Exercise objective: Pictures stay out; everything else from the first line of the entries down through the line with "width:72px; height:72px; display:grid;" gets copied exactly.

Listed entries:
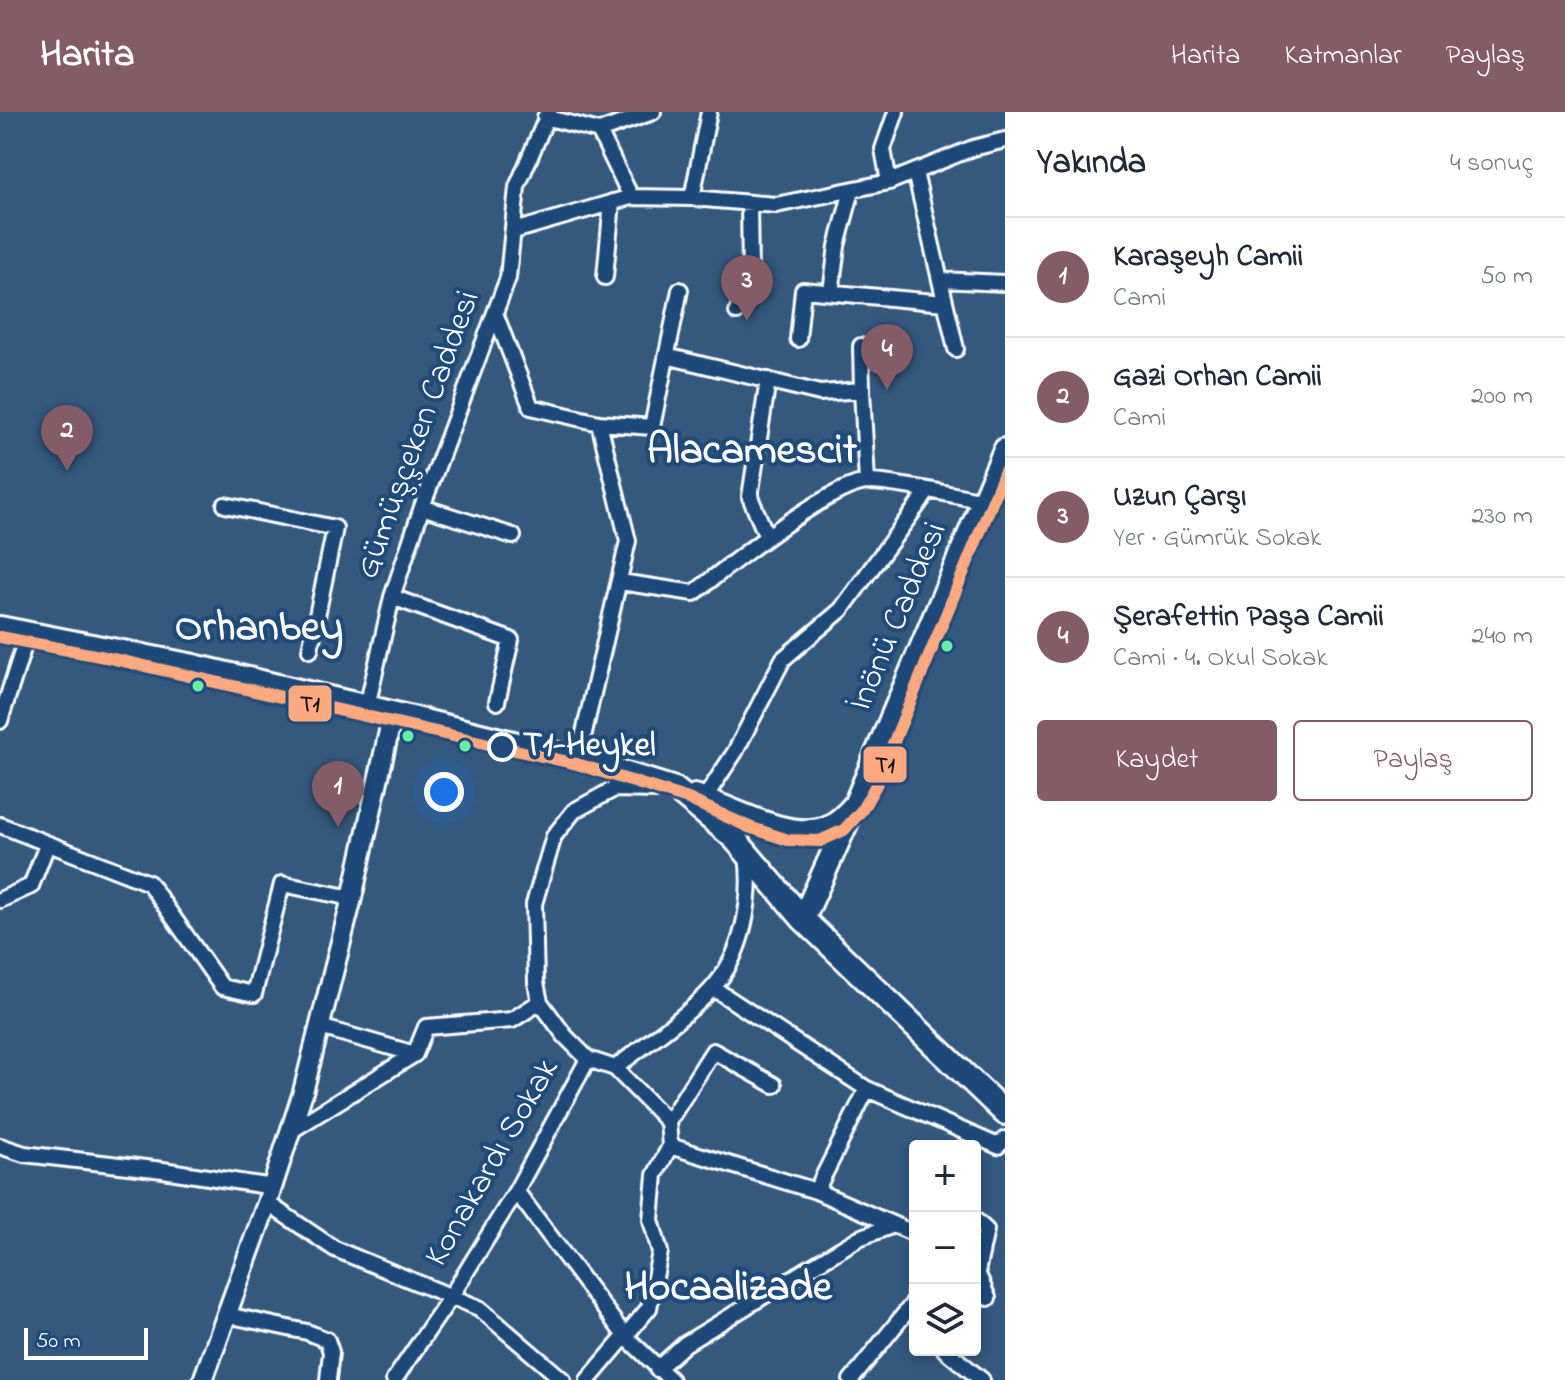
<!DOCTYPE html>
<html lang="tr">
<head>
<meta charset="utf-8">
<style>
	:root { --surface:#fff; --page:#f6f6f7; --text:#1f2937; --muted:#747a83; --line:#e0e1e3; --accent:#845c67 }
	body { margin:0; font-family:"Indie Flower",sans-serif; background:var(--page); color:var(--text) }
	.controls { position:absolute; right:24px; bottom:24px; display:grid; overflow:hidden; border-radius:8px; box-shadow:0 4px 12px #0003 }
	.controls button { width:72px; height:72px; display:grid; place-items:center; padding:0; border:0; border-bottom:2px solid var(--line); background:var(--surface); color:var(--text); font:40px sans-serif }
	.scale { position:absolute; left:24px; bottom:20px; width:124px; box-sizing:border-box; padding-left:8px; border:4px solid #fff; border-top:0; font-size:22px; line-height:28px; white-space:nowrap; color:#fff; -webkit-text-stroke:6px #1f4a7a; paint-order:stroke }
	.you { position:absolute; left:444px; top:680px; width:28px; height:28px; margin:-20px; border:6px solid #fff; border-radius:50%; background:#1a73e8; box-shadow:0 0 0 12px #1a73e833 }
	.badge { display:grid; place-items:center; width:52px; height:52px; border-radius:50%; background:var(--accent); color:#fff; font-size:26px; font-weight:700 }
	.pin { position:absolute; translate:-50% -66px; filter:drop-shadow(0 2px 4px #0008) }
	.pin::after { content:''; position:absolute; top:42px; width:28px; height:24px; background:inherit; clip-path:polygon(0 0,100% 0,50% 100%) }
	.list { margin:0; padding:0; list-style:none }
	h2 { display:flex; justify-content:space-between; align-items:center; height:104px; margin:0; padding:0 32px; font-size:34px }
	h2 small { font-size:26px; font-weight:400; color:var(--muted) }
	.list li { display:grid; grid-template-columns:52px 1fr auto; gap:24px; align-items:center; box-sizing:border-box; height:120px; padding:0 32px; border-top:2px solid var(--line) }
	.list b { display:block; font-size:30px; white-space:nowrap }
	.list p { margin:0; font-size:26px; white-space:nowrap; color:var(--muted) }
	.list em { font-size:26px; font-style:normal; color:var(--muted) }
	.actions { display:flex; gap:16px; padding:24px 32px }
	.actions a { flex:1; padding:18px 0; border:2px solid var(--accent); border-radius:8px; text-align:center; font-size:28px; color:var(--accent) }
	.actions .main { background:var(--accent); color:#fff }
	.icon { flex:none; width:44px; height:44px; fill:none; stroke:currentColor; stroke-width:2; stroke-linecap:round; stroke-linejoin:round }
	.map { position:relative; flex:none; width:1005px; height:1268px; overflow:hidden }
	header { display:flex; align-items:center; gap:48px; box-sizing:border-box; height:112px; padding:0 40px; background:var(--accent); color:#fff }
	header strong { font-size:38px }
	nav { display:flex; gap:44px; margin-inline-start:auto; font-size:28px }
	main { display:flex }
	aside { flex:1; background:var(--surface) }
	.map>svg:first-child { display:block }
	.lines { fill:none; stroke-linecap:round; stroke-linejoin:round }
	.minor-casing { stroke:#fff; stroke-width:20 }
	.tertiary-casing { stroke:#fff; stroke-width:24 }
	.primary-casing { stroke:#fff; stroke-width:28 }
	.minor { stroke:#1f4a7a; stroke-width:14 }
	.tertiary { stroke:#1f4a7a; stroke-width:18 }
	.primary { stroke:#1f4a7a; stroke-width:22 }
	.tram-1-casing { stroke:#1f4a7a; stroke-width:18 }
	.tram-1 { stroke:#ffa980; stroke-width:12 }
	.bus-dot { fill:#66eda8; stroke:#1f4a7a; stroke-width:3 }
	.stop-dot { fill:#1f4a7a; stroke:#fff; stroke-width:4 }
	.labels { text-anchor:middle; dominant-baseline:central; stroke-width:8; stroke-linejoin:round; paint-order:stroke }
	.street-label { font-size:34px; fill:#fff; stroke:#1f4a7a }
	.stop-label { font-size:34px; font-weight:bold; fill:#fff; stroke:#1f4a7a; text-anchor:start }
	.district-label { font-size:42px; font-weight:bold; fill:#fff; stroke:#1f4a7a }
	.line-badge { stroke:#1f4a7a; stroke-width:3 }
	.pale-badge-label { font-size:22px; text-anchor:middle; font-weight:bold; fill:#111 }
</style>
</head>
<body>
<header>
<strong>Harita</strong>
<nav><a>Harita</a><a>Katmanlar</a><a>Paylaş</a></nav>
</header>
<main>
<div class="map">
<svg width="1005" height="1268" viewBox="0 0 1005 1268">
	<rect width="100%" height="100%" fill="#34587e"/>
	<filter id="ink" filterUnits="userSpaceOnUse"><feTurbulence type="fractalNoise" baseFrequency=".0125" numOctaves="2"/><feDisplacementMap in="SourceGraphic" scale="16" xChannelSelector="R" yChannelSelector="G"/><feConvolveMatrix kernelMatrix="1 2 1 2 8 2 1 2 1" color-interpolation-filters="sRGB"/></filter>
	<g filter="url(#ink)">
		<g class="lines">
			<defs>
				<path id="minor" d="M545 5 599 19 631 85
					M599 19 653 0
					M915 60 956 237
					M889 70 883 37 896 0
					M692 86 709 0
					M514 119 631 85 692 86 776 93 889 70 973 36 1005 28
					M605 165 612 90
					M940 168 1005 171
					M831 180 837 134 852 78
					M737 200 750 160 749 91
					M495 201 531 295 599 311 628 429 578 647
					M798 227 803 178 945 191
					M861 234 862 278
					M666 244 820 281 862 278 867 370
					M599 311 652 315 680 178
					M225 393 335 416 310 538
					M422 395 513 424
					M767 425 750 385 768 268
					M620 470 694 481C726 456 832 370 869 370 903 371 951 383 985 389
					M392 485 511 528 497 590
					M367 595 392 485 422 395 508 166 517 75 549 0
					M0 609 28 521
					M656 678 614 677 574 699 554 724 534 792 536 871 540 890 565 924 588 947 615 956C644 933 687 904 711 878 743 844 753 788 747 743
					M704 687 735 640 783 547 841 498 928 379
					M0 713 149 771 222 875 254 882 282 772 352 786
					M0 788 31 774 47 733
					M713 876 867 977 998 1034 1005 1027
					M320 915 415 942
					M668 1010 713 939 774 973
					M289 1020 415 942 426 915 512 908 540 890
					M0 1034 24 1042 163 1058 273 1075
					M670 1034 816 1079 915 1122
					M516 1079 625 1224 671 1268
					M816 1079 867 977
					M267 1091 335 1137 479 1196 563 1268
					M975 1108 986 1118 977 1160 988 1186
					M227 1203 307 1220 327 1228 331 1240 328 1268
					M945 1238 982 1268
					M657 1257 685 1232 806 1158 859 1126 894 1113
					M394 1268 450 1186 516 1079 588 947
					M588 1268 649 1196 660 1140 651 1108 655 1063 670 1034 668 1010 615 956
					M851 1268 915 1189V1180"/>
				<path id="tertiary" d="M203 1268 267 1091 303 980 352 786 393 601"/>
				<path id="primary" d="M0 516 189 553 367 595 578 647 675 677 733 725 803 807 1005 1001
					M695 684C732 696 788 730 826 716 837 712 848 701 855 693L1005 338
					M803 807 850 703"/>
			</defs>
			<use href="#minor" class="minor-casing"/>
			<use href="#tertiary" class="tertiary-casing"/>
			<use href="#primary" class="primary-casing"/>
			<use href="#minor" class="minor"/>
			<use href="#tertiary" class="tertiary"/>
			<use href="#primary" class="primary"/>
			<defs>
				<path id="tram-1" d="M0 525 105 545 577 652 688 687 749 715 788 728 820 729 844 718 862 698 877 671 1005 359"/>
			</defs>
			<use href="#tram-1" class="tram-1-casing"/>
			<use href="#tram-1" class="tram-1"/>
		</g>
	</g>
	<g class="bus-dot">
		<circle cx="947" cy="534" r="7"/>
		<circle cx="198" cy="574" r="7"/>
		<circle cx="408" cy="624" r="7"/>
		<circle cx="465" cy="634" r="7"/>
	</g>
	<circle class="stop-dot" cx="502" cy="635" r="13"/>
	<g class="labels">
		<g class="street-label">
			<text transform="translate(419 323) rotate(-70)">Gümüşçeken Caddesi</text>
			<text transform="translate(899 505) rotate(-67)">İnönü Caddesi</text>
			<text transform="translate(493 1051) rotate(-60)">Konakardı Sokak</text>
		</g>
		<g class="stop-label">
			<text x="523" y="635">T1-Heykel</text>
		</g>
		<g class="district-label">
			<text x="752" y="339">Alacamescit</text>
			<text x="259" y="516">Orhanbey</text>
			<text x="728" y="1176">Hocaalizade</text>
		</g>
	</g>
	<g class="line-badge">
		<rect x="287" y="572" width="46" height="39" rx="8" fill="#ffa980"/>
		<rect x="862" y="633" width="46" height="39" rx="8" fill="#ffa980"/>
	</g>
	<g class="pale-badge-label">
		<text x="310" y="599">T1</text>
		<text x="885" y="660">T1</text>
	</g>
</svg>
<div class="controls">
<button>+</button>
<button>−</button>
<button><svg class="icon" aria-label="layers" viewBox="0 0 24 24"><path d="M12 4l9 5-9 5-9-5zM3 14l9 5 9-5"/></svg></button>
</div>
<div class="scale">50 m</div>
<div class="you"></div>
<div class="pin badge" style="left:338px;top:715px">1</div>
<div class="pin badge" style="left:67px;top:359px">2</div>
<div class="pin badge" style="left:747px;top:209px">3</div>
<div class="pin badge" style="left:887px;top:278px">4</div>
</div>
<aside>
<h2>Yakında<small>4 sonuç</small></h2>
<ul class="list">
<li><span class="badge">1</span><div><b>Karaşeyh Camii</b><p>Cami</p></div><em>50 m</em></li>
<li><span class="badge">2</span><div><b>Gazi Orhan Camii</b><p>Cami</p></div><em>200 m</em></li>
<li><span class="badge">3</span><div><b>Uzun Çarşı</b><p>Yer · Gümrük Sokak</p></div><em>230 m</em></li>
<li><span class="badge">4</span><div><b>Şerafettin Paşa Camii</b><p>Cami · 4. Okul Sokak</p></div><em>240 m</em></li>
</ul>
<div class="actions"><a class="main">Kaydet</a><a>Paylaş</a></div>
</aside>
</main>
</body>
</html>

Answer space:
<!DOCTYPE html>
<html lang="tr">
<head>
<meta charset="utf-8">
<style>
	:root { --surface:#fff; --page:#f6f6f7; --text:#1f2937; --muted:#747a83; --line:#e0e1e3; --accent:#845c67 }
	body { margin:0; font-family:"Indie Flower",sans-serif; background:var(--page); color:var(--text) }
	.controls { position:absolute; right:24px; bottom:24px; display:grid; overflow:hidden; border-radius:8px; box-shadow:0 4px 12px #0003 }
	.controls button { width:72px; height:72px; display:grid; place-items:center; padding:0; border:0; border-bottom:2px solid var(--line); background:var(--surface); color:var(--text); font:40px sans-serif }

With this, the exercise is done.